APPENDIX: ETHS Gardens
Edible Acre homepage as of Jan. 2022
Edible Acre I
The Edible Acre, is a 5,000 square-foot garden developed in 2009. The garden is located across the street from the front entrance of the school, on Dodge Ave. During the growing season, April-November, the garden supplies between 2,200-3,000 pounds of produce. About 30 varieties are grown throughout the course of a year including root crops, greens, herbs, lettuce, tomatoes, and even edible flowers.
ETHS Greenhouse
The Greenhouse was incorporated into the Nutrition Services program in 2014. Since then, about 150 pounds of produce have been harvested annually. During the summer, when the outdoor gardens are active, the Greenhouse grows the seedlings for both Edible Acre Gardens and the Edible Wall.

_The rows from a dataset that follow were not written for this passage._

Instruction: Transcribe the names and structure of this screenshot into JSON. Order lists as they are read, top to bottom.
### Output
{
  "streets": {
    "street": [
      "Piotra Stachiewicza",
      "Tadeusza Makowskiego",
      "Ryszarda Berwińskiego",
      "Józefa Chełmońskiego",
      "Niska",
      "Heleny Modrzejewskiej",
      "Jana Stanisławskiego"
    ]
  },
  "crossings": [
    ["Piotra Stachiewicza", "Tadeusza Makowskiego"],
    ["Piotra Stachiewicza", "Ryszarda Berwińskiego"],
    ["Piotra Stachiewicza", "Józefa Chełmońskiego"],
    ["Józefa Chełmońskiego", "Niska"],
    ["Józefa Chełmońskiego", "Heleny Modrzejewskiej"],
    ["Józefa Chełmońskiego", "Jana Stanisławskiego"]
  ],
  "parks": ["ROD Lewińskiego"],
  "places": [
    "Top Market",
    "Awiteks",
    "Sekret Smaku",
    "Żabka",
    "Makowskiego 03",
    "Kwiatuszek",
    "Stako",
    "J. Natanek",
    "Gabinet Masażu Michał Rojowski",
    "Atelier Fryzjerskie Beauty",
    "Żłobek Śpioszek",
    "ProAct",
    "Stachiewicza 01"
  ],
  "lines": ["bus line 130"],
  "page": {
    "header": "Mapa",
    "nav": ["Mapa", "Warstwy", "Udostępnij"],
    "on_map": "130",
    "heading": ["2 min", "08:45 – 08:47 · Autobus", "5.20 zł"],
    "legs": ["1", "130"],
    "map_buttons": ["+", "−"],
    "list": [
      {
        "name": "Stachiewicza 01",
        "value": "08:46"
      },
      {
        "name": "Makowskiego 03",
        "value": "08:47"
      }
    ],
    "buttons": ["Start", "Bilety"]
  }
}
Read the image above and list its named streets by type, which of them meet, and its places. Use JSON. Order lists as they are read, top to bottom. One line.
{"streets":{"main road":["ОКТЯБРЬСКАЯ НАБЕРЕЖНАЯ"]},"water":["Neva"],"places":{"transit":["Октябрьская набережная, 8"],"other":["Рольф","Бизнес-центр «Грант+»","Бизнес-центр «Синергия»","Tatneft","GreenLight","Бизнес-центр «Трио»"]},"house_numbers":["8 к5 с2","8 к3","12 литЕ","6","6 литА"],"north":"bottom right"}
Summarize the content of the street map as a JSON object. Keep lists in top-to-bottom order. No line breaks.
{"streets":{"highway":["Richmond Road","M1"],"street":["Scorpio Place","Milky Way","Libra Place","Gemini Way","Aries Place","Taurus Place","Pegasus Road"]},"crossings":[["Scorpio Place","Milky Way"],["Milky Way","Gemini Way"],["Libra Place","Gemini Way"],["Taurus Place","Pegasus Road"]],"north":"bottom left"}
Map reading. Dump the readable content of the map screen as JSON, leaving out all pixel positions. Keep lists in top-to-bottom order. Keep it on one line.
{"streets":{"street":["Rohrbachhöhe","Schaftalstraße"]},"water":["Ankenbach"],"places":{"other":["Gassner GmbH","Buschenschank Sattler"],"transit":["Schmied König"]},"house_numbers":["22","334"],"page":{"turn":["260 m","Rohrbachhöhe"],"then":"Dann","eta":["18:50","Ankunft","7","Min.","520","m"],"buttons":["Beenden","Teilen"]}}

In summer 2019, the ETHS Foundation awarded a grant for a Greenhouse renovation, quadrupling the harvest as a result of the expansion.
Edible Orchard
In 2015, 25 fruit trees were planted near the ETHS football field on Church Street. There is a combination of Asian pear trees and a variety of apple trees.
Edible Wall
In 2017, ETHS added a hydroponic grow wall to North Cafeteria. Items such as swiss chard and kale are harvested, totaling about 50 pounds.
Edible Acre II
Edible Acre II is located on Church Street, next to the Edible Orchard. During the summer of 2019, ETHS began the process of adding 14 raised beds, creating an additional 900 square feet of growing space. This area supplies romaine lettuce for every student salad until November.
Edible Towers
In the fall of 2019, four tower gardens were added to our local program. These towers focus on herbs, particularly basil, to create students’ favorite pesto sauce.